1 March 2017 147 views No Comment
This column is written for anyone engaged in or interested in statistical consulting. It includes articles ranging from what starting a consulting business would entail to what could be taught in a consulting course. If you have ideas for articles, contact the ASA’s Section on Statistical Consulting publication’s officer, Mary Kwasny.

Contributing editor Mary Kwasny is an associate professor in the department of preventive medicine and an active member of the Biostatistics Collaboration Center at Northwestern University, Feinberg School of Medicine. She has been enjoying the art of statistical consulting and collaboration for more than 20 years in academic medical centers and external non-profits.

What does a publications officer of a section do? Admittedly, there are differences in sections, and while most sections have a newsletter, many sections also have a newsletter editor in addition to a publication’s officer. This is true for the Section on Statistical Consulting.

So, when I was fortunate to be elected the publications officer of the Statistical Consulting Section, I was not really sure what the job entailed. The Section’s charter states the following:

The publication’s officer shall coordinate paper and electronic publications associated with the section including, but not limited to, section columns in Amstat News, proceedings of meetings, and other presentations, but excluding the section newsletter…. When requested by the editors, the publications officer shall assist in soliciting, reading, and editing articles on statistical consulting for publication in the association’s journals.

Sure enough, the institutional memory of the position seemed to allow a lot of leeway in my interpretation of the job—and anyone who knows me, knows I have a lot more faith in the spirit, if not the letter, of the law. So I thought if the function of the newsletter was to communicate the “goings on” of the section to the section, then the publications officer should be responsible for communicating those “goings on” to the greater ASA. So, what “goings on” would we communicate with the greater ASA and how?

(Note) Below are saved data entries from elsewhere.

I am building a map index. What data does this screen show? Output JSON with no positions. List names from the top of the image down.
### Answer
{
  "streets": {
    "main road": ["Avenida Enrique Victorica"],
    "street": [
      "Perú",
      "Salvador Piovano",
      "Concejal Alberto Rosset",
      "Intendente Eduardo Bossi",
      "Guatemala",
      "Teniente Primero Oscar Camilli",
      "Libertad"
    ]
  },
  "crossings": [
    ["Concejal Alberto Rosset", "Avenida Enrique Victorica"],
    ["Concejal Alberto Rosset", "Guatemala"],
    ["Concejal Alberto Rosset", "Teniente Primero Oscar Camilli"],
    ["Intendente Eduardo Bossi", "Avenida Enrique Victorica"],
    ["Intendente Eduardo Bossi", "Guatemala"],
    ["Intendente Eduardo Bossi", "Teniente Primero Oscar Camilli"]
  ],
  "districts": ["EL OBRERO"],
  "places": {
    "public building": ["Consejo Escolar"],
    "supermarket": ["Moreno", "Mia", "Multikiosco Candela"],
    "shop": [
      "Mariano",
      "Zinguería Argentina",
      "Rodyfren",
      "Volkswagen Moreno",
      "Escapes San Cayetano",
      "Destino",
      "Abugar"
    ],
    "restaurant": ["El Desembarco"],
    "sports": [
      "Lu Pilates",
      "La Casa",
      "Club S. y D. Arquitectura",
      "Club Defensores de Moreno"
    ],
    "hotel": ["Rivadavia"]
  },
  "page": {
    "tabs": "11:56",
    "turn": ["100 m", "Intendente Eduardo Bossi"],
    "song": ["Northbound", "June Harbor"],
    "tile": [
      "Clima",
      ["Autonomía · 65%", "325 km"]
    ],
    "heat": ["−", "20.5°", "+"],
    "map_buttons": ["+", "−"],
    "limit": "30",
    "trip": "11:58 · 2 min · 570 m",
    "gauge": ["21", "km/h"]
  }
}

Since ASA Connect launched, it has been clear to me that some sections are very active and some not so much. The Section on Statistical Consulting has an incredibly active discussion board; it was primarily that section that led me to ask how to change my settings to a daily digest, rather than real time. The discussions range from starting a consulting business to whether insurance for that business is a good idea, from how best to predict which clients might have projects that take much longer than the client or even the consultant might expect to advantages and disadvantages of billing at intervals or at project’s end. There was a very active debate when the definitions of consultants and collaborators were contrasted. Needless to say, I believe there are many “goings on” of the section that might appeal to the greater ASA audience.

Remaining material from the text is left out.